Souvent, pour s’amuser, les hommes d’équipage
Prennent des albatros, vastes oiseaux des mers [1],
Qui suivent, indolents [2] compagnons de voyage,
Le navire glissant sur les gouffres amers.

À peine les ont-ils déposés sur les planches [3],
Que ces rois de l’azur, maladroits et honteux,
Laissent piteusement leurs grandes ailes blanches
Comme des avirons traîner à côté d’eux.

Ce voyageur ailé, comme il est gauche et veule [4] !
Lui, naguère si beau, qu’il est comique et laid !
L’un agace son bec avec un brûle-gueule [5],
L’autre mime, en boitant, l’infirme qui volait !

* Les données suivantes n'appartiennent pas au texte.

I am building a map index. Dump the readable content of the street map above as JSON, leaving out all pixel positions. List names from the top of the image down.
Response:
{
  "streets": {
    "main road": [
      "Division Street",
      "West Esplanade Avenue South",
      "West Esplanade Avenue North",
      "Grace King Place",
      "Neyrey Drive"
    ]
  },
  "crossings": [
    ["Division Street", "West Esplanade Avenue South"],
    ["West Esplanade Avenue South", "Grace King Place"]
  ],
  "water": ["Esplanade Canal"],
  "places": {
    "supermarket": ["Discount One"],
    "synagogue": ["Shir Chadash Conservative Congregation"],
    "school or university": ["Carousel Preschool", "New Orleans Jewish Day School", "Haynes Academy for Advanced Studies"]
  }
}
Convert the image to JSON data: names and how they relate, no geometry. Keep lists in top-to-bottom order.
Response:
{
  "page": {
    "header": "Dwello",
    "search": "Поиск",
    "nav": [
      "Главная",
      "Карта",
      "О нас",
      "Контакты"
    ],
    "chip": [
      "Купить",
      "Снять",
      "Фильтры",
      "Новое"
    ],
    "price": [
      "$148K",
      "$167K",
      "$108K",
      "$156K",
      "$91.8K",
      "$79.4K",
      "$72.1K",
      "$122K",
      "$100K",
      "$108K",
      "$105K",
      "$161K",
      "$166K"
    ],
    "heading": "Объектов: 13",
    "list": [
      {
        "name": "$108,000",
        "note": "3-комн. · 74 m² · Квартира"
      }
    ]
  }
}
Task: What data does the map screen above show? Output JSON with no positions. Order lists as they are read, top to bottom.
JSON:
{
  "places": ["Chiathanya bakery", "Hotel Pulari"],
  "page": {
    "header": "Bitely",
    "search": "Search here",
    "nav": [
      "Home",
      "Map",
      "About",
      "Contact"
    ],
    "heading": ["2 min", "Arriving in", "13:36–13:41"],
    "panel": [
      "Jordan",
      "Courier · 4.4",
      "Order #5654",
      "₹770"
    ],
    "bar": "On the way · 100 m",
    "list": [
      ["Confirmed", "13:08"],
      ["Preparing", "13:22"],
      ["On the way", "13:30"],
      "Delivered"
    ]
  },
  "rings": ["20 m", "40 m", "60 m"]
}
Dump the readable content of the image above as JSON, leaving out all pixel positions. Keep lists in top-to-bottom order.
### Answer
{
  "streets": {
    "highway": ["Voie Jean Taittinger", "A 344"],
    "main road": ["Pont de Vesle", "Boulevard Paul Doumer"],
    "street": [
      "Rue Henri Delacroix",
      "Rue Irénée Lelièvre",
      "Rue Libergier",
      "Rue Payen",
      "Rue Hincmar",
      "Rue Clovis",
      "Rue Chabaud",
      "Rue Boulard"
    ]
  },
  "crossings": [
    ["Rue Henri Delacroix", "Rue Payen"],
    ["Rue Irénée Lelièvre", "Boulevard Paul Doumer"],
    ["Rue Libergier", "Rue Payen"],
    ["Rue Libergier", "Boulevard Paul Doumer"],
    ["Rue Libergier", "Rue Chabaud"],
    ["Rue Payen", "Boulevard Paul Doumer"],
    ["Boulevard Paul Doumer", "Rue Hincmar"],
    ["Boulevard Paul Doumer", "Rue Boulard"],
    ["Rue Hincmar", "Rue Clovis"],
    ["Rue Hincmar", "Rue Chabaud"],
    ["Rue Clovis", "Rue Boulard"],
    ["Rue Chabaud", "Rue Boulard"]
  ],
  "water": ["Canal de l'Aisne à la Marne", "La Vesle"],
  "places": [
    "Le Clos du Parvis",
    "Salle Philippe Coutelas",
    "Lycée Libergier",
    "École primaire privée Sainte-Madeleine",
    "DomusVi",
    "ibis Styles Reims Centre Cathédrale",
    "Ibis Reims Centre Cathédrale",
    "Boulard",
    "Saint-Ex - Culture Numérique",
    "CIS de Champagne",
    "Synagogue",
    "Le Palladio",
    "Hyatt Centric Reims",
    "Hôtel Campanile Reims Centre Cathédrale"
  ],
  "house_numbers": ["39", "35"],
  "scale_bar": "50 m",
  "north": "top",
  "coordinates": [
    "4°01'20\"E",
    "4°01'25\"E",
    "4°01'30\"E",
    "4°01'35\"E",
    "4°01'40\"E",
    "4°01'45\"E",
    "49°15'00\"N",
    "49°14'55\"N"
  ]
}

Le Poëte est semblable au prince des nuées
Qui hante la tempête et se rit de l’archer ;
Exilé sur le sol au milieu des huées,
Ses ailes de géant l’empêchent de marcher.

Léo Ferré 1967

Georges Chelon 1997

[1] On aurait attendu « oiseaux des vastes mers » : hypallage
[2] Insensibles, indifférents.
[3] Sur le pont en bois du navire.
[4] Faible, sans énergie.
[5] Pipe à tuyau très court.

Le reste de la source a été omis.